WORK ORDER: Look over the entries that follow. Report how many lines contain "canvas", with nothing else.

Stored data:
◇ ◇ ◇ ◇ ◇ ◇ ◇
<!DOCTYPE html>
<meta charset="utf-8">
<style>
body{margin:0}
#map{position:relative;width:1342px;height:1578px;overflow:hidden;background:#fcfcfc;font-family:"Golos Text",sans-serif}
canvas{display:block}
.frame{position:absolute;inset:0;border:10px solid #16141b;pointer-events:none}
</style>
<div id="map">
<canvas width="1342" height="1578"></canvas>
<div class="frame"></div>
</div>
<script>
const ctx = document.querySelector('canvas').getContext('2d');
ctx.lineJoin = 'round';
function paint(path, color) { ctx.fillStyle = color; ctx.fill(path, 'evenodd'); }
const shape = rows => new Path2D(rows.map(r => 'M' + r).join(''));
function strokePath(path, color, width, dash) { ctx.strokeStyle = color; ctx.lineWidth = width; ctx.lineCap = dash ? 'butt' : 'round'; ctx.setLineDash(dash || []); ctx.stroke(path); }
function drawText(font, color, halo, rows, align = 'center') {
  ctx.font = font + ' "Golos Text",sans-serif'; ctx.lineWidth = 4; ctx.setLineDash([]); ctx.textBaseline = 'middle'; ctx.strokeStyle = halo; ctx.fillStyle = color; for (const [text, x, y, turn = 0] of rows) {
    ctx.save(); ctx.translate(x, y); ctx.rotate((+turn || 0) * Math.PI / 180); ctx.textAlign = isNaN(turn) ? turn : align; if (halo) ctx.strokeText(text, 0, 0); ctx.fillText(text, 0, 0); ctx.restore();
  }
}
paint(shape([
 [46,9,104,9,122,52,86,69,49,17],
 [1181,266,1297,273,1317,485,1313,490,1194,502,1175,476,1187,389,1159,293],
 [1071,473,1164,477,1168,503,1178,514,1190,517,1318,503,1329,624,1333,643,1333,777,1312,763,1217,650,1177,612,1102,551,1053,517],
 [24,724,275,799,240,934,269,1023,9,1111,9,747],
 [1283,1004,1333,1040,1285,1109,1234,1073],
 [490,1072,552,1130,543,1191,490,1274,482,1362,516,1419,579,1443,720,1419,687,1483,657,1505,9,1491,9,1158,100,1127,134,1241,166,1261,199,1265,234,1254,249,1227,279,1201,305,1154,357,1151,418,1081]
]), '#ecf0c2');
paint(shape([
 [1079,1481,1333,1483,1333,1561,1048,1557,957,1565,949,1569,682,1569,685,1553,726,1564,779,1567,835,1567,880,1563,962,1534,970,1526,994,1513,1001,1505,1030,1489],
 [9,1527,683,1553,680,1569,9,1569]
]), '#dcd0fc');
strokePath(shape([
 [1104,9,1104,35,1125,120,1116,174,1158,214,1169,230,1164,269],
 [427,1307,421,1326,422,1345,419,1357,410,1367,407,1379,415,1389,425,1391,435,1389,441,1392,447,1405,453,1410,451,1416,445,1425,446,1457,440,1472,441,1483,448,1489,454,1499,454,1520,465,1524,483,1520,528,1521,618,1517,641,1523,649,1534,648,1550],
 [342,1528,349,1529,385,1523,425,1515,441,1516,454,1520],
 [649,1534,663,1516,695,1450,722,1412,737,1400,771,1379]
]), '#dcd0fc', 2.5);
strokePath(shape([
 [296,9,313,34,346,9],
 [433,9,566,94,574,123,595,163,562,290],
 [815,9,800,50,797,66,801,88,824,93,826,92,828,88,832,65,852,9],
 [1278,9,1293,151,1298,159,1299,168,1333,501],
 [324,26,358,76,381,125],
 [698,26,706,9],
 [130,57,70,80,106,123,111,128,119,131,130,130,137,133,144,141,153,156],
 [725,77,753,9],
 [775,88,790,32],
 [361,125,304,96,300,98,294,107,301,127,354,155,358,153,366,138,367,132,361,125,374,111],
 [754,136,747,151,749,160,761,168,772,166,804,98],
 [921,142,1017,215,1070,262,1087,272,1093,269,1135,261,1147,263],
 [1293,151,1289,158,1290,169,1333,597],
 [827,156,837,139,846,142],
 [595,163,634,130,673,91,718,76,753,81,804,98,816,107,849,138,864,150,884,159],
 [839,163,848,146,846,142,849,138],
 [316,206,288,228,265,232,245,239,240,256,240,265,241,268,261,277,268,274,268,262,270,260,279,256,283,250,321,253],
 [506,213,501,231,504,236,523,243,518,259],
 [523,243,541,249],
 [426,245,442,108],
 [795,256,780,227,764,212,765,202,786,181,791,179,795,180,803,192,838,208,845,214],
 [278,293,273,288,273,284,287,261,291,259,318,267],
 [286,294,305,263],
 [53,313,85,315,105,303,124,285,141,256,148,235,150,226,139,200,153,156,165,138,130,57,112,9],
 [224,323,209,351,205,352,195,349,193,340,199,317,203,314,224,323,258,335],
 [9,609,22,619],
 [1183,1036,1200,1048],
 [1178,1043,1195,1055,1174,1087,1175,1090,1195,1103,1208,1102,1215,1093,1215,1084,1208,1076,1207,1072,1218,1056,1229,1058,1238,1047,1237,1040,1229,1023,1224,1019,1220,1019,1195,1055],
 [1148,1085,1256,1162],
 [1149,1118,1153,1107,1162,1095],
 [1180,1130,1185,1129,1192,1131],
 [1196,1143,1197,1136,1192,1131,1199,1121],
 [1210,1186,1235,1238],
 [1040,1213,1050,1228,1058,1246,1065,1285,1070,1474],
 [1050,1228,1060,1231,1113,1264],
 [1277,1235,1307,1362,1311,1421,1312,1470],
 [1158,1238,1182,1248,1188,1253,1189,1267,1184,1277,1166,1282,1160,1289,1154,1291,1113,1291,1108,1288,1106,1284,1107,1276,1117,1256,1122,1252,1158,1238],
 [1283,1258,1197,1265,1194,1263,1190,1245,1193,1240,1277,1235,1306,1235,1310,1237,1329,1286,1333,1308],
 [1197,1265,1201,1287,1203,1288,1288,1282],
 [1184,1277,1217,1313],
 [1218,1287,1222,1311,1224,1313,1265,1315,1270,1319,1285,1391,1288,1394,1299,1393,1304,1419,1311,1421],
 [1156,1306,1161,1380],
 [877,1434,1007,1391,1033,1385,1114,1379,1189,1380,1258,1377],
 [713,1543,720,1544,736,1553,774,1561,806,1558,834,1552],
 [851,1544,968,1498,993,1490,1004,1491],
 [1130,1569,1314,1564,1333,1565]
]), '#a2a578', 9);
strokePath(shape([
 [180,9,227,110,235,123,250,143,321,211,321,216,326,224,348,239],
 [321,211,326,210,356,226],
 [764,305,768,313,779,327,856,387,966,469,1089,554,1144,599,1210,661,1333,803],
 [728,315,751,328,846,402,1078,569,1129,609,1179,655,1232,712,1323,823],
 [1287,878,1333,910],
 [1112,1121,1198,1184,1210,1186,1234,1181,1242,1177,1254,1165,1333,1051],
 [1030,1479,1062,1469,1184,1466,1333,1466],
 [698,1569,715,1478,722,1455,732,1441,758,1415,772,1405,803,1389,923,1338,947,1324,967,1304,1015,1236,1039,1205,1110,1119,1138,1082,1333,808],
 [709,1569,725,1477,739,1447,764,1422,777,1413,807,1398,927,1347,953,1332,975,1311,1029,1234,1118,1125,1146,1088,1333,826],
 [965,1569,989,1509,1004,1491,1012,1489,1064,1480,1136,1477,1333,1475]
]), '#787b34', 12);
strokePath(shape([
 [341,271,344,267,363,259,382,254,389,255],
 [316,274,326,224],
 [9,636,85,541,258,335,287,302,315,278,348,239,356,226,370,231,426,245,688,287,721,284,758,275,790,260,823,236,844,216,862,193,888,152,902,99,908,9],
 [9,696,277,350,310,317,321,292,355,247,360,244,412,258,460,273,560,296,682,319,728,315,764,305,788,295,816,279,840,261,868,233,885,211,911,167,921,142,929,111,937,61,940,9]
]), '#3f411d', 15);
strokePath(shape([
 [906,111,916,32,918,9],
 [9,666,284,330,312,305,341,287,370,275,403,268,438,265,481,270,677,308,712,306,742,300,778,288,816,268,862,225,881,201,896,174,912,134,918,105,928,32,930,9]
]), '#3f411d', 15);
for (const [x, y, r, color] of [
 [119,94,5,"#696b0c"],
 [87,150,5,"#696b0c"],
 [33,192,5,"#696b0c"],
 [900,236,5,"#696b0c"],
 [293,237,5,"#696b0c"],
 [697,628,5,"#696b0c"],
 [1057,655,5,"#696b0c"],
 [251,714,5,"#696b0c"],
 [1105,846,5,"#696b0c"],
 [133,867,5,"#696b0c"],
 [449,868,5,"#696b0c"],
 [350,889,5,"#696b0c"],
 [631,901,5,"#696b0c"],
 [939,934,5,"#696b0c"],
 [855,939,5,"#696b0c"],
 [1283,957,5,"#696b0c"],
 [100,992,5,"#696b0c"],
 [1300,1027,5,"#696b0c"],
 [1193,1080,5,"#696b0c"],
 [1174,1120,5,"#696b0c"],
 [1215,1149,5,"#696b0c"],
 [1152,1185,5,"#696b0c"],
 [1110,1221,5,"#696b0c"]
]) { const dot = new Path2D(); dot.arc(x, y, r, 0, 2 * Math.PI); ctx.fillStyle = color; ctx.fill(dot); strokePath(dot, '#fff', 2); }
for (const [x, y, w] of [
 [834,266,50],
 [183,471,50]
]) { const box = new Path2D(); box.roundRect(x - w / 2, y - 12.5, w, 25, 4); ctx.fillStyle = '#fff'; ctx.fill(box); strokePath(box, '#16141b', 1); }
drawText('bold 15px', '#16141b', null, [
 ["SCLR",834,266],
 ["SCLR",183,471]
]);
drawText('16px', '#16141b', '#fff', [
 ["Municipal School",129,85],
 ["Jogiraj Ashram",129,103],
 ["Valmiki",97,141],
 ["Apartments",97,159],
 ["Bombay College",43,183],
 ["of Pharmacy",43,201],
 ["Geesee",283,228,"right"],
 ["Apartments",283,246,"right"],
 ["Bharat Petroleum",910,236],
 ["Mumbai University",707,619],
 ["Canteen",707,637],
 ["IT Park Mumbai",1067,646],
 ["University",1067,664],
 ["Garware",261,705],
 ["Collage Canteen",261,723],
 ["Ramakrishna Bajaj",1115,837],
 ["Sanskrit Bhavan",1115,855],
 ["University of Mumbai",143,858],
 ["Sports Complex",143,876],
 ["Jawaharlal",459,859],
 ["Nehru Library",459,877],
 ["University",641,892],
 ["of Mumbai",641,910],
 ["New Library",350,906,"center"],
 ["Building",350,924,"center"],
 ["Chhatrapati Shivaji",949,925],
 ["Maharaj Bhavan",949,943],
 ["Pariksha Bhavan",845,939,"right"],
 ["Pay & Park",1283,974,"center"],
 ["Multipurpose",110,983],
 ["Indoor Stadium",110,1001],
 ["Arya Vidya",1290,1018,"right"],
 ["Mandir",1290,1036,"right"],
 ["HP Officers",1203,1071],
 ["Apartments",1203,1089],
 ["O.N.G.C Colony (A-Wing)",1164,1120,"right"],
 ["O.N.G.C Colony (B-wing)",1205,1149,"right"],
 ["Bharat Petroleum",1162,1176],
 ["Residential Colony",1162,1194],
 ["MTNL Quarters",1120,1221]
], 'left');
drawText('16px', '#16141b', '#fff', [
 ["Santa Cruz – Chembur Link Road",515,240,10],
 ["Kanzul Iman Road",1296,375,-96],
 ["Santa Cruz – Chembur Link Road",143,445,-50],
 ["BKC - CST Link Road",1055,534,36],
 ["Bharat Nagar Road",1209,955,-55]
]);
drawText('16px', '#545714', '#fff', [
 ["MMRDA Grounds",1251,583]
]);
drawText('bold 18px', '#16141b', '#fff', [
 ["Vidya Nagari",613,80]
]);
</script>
◇ ◇ ◇ ◇ ◇ ◇ ◇
TASK RESULT: 3